Equità fiscale per governi locali e via libera a moto in città

Redazione ANSA

Il colosso automobilistico cinese Geely ha chiesto riforme fiscali nel settore automobilistico e la rimozione dei divieti di circolazione delle motociclette nelle metropoli di tutta la Cina. Lo ha fatto attraverso lo stesso Li Shufu, presidente del Gruppo, che si è presentato alle riunioni annuali del Congresso Nazionale del Popolo (NPC) e della Conferenza Consultiva Politica del Comitato Nazionale del Popolo Cinese (CPPCC) nella sua veste di rappresentante indipendente del partito per il Comitato provinciale dello Zhejiang, dove ha sede Geely. Li Shufu, che è stato eletto al 13mo Congresso Nazionale del Popolo nel 2018, ricoprirà questa carica fino al 2023. Le proposte sono in discussione durante le due sessioni dal 22 al 29 maggio e saranno votate prima di diventare leggi. Tra i punti chiave delle richieste presentate alle riunioni dell'NPC e del CPPCC vi è quello che punta ad una più equa distribuzione (50:50) delle entrate fiscali tra governi centrali e locali. Secondo Li Shufu - come si legge in una nota diffusa da Geely - l'attuale sistema fiscale cinese per l'industria automobilistica ha provocato una divergenza di interessi tra i governi centrali e locali. L'imposta sul consumo e l'imposta sull'acquisto di automobili sono entrambe tasse centralizzate e così - mentre il governo centrale cerca di aumentare le vendite e il consumo di automobili con incentivi - sono i governi locali a dover sostenere i maggiori costi di congestione del traffico e manutenzione stradale oltre a dover investire di più in infrastrutture focalizzate sul settore automobilistico come parcheggi e stazioni di ricarica.

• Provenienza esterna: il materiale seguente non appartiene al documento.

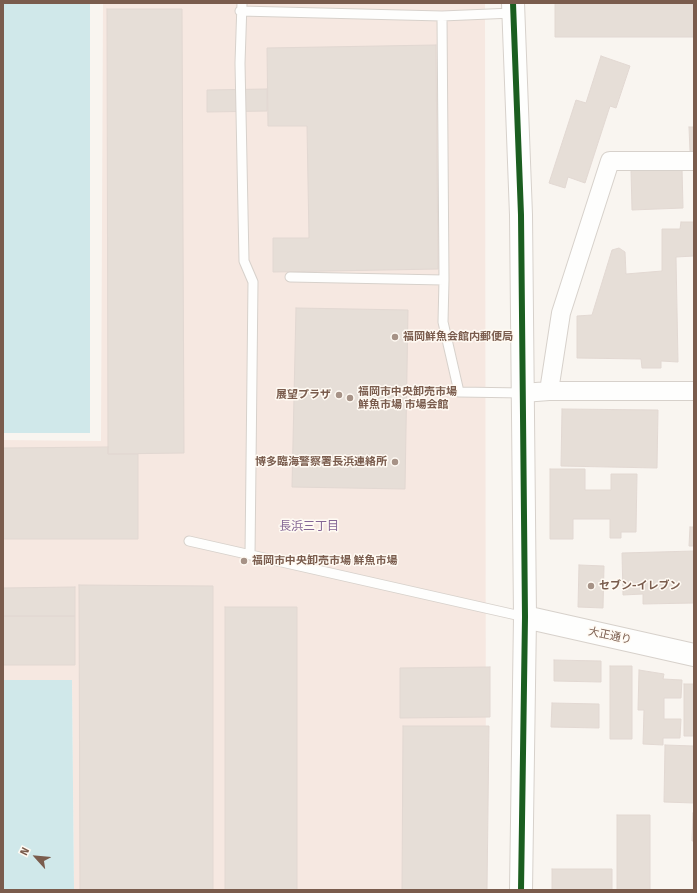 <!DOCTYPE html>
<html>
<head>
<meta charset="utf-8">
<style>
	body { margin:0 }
	#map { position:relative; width:697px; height:893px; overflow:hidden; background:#f9f5f0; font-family:"Fira Sans",sans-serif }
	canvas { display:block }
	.frame { position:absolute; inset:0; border:4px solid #7a5c4d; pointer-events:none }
	.north { position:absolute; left:16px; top:837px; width:40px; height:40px; -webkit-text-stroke:3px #fffaf3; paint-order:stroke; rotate:297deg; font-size:11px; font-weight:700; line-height:16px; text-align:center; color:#7a5c4d }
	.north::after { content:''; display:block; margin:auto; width:14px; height:18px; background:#7a5c4d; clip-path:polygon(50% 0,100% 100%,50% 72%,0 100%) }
</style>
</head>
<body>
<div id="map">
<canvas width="697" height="893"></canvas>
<div class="frame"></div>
<div class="north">N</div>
</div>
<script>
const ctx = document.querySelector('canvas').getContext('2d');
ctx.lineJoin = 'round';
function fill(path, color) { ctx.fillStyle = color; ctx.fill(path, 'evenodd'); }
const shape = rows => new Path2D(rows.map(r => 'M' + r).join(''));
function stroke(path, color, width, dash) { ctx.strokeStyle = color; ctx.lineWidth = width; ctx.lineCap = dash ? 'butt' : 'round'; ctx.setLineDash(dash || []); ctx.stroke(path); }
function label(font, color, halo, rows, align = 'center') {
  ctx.font = font + ' "Fira Sans","Noto Sans JP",sans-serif'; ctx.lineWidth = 3; ctx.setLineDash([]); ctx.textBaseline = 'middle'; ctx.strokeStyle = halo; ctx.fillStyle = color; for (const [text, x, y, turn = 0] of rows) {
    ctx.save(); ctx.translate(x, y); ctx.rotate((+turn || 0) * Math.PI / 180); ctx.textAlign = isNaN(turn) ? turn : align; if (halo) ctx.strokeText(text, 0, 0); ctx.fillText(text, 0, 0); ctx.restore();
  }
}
fill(shape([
	[103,3,485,3,486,890,74,890,72,681,3,680,3,440,101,441]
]), '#f6e8e1');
fill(shape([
	[3,3,90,3,90,433,3,433],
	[3,680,72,680,74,890,3,890]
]), '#d0e8ea');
const building = shape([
	[555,3,694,3,694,37,555,37,555,3],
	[107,9,182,9,184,453,108,454,107,9],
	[436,45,438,269,273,272,273,238,309,238,307,126,268,126,267,48,436,45],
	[601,56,630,66,616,108,610,106,585,183,568,177,565,188,549,183,576,100,586,103,601,56],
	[267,89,267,111,207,112,207,90,267,89],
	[689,127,694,127,694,151,690,151,689,127],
	[682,168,683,208,632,210,631,170,682,168],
	[681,222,694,222,694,256,676,257,678,362,661,361,661,368,642,368,641,359,577,358,577,316,592,315,612,250,619,248,625,252,626,274,662,271,662,229,680,229,681,222],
	[296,308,408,310,405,489,292,487,296,308],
	[562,409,658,410,657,468,561,466,562,409],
	[108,447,108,454,138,454,138,539,3,539,3,448,108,447],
	[550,469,585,469,585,490,611,490,611,474,637,474,636,532,621,532,621,538,610,538,610,519,573,519,573,539,550,539,550,469],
	[690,527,694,527,694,546,689,546,690,527],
	[694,551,694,603,643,604,643,594,623,595,622,553,694,551],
	[579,565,604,566,603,608,578,607,579,565],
	[79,585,213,586,213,890,80,890,79,585],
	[75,587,75,616,3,616,3,588,75,587],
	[225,607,297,607,297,890,225,890,225,607],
	[3,616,75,616,75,665,3,665,3,616],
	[554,660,601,661,601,682,554,681,554,660],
	[610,666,632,666,632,739,610,739,610,666],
	[490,667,490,717,400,718,400,668,490,667],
	[639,670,664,674,663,679,682,680,681,698,664,698,664,719,681,719,680,738,663,738,663,745,643,744,644,710,638,710,639,670],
	[684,684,694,684,694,736,684,736,684,684],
	[552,703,599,704,599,728,551,727,552,703],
	[403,726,489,726,487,890,402,890,403,726],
	[665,745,694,746,694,803,664,802,665,745],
	[693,813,694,813,694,841,692,841,693,813],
	[617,815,650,815,650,890,617,890,617,815],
	[552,869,612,869,612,890,552,890,552,869]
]);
fill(building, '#e6ded7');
stroke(building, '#e2d8d2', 1);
const service = shape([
	[242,3,240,63,244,261,253,282,250,555],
	[240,11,442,16,444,280,443,322,459,392,523,393],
	[442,16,513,13],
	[290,277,444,280],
	[189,541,525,617]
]);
const minor = shape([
	[549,391,561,313,610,161,694,161],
	[523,393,549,391,694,391]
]);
const tertiary = shape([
	[513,3,521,215,525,617,521,890],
	[525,617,694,655]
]);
stroke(service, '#d7d1cb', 11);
stroke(minor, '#d7d1cb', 20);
stroke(tertiary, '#d7d1cb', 24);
stroke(service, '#fefefd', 9);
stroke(minor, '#fefefd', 18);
stroke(tertiary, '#fefefd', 22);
stroke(shape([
	[513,3,521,215,525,617,521,890]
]), '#1b5e20', 6);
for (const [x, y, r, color] of [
	[395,337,4,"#a69286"],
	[339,395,4,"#a69286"],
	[350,398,4,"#a69286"],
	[395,462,4,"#a69286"],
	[244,561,4,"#a69286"],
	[591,586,4,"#a69286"]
]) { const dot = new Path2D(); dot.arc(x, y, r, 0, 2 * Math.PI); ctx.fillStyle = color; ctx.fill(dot); stroke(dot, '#fffaf3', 1.5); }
label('bold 11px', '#7a5c4d', '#fffaf3', [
	["福岡鮮魚会館内郵便局",403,337],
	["福岡市中央卸売市場",358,392],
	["鮮魚市場 市場会館",358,405],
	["展望プラザ",331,395,"right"],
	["博多臨海警察署長浜連絡所",387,462,"right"],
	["福岡市中央卸売市場 鮮魚市場",252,561],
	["セブン-イレブン",599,586]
], 'left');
label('11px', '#7a5c4d', '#fffaf3', [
	["大正通り",610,636,12]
]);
label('12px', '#846695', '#fffaf3', [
	["長浜三丁目",309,527]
]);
</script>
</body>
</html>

Li Shufu ha spiegato che una distribuzione più equa delle entrate fiscali provenienti dall'auto tra governi nazionali e locali incentiverà le amministrazioni locali a sostenere le politiche nazionali e fornire fondi per investire in infrastrutture. Sulla base di questa proposta i governi locali della Cina potrebbero vedere oltre 170 miliardi di RMB (pari a 22 miliardi di euro) in entrate aggiuntive generate dalle vendite automobilistiche.

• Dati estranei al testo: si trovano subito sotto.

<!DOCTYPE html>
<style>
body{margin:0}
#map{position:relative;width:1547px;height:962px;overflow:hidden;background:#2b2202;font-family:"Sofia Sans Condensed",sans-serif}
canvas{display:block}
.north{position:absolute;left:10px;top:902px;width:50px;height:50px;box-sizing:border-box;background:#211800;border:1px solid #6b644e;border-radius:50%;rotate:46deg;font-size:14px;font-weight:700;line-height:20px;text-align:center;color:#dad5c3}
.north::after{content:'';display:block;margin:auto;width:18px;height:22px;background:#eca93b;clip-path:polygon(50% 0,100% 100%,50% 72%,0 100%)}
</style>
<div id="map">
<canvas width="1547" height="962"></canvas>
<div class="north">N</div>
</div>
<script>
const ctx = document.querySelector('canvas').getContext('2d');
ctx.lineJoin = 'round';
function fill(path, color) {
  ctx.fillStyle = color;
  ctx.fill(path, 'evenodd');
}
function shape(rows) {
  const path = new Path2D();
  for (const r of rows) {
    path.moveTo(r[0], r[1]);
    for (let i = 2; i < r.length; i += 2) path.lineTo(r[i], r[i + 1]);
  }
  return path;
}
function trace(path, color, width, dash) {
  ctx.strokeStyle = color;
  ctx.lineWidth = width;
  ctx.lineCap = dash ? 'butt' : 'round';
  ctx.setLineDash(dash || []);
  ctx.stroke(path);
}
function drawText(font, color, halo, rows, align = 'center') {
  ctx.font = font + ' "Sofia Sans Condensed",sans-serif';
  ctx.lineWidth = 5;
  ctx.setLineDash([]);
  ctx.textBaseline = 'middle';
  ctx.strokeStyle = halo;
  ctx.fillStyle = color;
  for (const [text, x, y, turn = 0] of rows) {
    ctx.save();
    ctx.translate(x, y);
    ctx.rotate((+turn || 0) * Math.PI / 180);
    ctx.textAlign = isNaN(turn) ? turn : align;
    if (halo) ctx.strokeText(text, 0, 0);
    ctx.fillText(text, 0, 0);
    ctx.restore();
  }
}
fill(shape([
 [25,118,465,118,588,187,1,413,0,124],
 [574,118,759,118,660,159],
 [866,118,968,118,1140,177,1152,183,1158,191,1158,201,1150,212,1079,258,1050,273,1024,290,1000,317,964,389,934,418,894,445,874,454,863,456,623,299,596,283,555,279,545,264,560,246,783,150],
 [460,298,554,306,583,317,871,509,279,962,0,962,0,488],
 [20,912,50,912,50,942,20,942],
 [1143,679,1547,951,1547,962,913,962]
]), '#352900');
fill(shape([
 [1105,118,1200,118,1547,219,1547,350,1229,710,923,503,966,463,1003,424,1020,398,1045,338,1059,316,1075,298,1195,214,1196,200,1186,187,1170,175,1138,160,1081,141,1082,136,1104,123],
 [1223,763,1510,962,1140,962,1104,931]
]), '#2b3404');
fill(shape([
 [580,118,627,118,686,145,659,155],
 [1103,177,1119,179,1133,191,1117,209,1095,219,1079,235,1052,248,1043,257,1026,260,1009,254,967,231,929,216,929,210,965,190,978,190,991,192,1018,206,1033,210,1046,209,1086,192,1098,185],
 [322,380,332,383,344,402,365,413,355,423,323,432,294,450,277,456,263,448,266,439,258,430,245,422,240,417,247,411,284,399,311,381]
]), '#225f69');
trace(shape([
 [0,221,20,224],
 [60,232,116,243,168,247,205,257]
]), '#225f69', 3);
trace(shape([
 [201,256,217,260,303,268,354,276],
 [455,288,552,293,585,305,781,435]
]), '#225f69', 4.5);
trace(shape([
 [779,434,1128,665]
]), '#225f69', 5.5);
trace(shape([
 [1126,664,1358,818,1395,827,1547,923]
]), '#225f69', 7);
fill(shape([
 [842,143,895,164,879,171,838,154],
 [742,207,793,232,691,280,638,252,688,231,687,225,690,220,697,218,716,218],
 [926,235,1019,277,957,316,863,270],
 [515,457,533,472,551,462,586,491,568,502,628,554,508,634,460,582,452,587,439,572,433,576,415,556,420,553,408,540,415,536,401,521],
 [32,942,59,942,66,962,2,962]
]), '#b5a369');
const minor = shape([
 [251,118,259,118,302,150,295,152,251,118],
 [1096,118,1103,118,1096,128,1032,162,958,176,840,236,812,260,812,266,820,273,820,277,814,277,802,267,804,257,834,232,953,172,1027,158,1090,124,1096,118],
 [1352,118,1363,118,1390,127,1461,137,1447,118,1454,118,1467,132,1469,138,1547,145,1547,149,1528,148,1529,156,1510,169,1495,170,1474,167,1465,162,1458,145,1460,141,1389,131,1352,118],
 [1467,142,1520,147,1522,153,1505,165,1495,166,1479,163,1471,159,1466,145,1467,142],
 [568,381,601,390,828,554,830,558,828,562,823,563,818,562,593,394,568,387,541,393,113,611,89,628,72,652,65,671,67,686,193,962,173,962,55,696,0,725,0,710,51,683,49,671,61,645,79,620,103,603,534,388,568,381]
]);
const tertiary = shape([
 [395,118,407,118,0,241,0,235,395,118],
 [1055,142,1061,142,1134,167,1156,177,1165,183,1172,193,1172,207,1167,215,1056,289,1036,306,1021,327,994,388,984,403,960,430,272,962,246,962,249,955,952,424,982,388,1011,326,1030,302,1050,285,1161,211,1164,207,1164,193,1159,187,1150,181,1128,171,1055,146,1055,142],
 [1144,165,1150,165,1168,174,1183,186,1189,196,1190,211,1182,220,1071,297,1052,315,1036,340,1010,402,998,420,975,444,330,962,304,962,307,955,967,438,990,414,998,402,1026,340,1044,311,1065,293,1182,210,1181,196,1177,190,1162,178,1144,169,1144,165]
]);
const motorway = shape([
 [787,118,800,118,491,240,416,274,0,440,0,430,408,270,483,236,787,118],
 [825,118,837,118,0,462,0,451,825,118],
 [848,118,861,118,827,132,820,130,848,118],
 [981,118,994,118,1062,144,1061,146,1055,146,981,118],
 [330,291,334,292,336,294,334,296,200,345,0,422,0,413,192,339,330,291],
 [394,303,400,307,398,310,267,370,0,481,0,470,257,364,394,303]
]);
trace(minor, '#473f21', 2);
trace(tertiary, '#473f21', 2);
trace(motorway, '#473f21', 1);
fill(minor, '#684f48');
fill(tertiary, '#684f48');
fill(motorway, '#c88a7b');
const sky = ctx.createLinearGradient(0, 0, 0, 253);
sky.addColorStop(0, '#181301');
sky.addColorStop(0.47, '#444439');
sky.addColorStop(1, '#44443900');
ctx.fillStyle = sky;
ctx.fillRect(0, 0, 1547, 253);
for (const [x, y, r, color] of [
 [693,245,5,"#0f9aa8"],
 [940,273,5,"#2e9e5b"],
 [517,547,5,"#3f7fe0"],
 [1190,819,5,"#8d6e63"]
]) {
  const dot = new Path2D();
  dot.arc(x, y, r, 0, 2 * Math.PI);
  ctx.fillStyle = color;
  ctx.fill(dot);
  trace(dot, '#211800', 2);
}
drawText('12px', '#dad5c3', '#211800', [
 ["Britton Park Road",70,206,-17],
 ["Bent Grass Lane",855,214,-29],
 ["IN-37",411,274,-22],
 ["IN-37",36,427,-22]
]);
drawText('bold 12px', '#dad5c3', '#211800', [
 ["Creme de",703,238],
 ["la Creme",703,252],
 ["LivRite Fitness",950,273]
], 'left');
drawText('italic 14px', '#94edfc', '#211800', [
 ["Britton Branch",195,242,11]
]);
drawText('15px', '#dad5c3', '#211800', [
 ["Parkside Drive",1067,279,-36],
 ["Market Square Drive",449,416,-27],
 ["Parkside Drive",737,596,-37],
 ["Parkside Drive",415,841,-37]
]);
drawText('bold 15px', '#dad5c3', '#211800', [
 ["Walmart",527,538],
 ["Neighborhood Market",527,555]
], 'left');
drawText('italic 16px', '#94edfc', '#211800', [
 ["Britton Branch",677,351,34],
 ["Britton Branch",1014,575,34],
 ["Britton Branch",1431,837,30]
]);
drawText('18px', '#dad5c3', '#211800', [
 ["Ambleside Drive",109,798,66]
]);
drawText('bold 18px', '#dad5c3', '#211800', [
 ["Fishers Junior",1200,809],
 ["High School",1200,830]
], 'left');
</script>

Necessario anche, secondo Geeley, uno spostamento nella riscossione delle imposte sui consumi automobilistici dal lato produzione al punto vendita. Questa proposta di riforma, che è sostenuta da altri importanti produttori automobilistici in Cina, libererebbe il capitale circolante dai produttori di veicoli per maggiori investimenti in attività di ricerca e sviluppo e sviluppo tecnologico senza modificare i costi finali per gli utenti o le entrate fiscali del governo. L'attuale politica fiscale sui consumi richiede un pagamento anticipato da parte dei produttori, e ciò riduce il capitale circolante disponibile per le imprese da destinare a innovazione tecnologica e sviluppo dei prodotti.

Infine il problema delle due ruote: attualmente, la Cina è l'unico Paese al mondo che ha adottato un approccio globale per vietare le motociclette nelle aree urbane. Anche se produzione e vendite di moto in Cina hanno raggiunto il 55% del totale mondiale, a causa del divieto introdotto in oltre 190 città in tutto il Paese, il mercato delle due ruote si è fortemente privando le imprese del loro slancio per un ulteriore sviluppo, bloccando la progressione tecnologica e indebolendo la competitività. Nella proposta di riforma, Li Shufu ha osservato che anche i motocicli hanno un'efficienza nel traffico molto elevata e consumano meno dei veicoli più grandi. Uno studio dell'European Motorcycle Association ha rilevato che un aumento del 10% del traffico motociclistico può ridurre la congestione del traffico urbano fino al 40%. Nelle principali città europee come Londra, Parigi, Milano, Ginevra - si legge nella nota - i governi locali hanno adottato misure per integrare e sostenere lo sviluppo delle motociclette in un sistema di trasporto diversificato che migliora il flusso del traffico.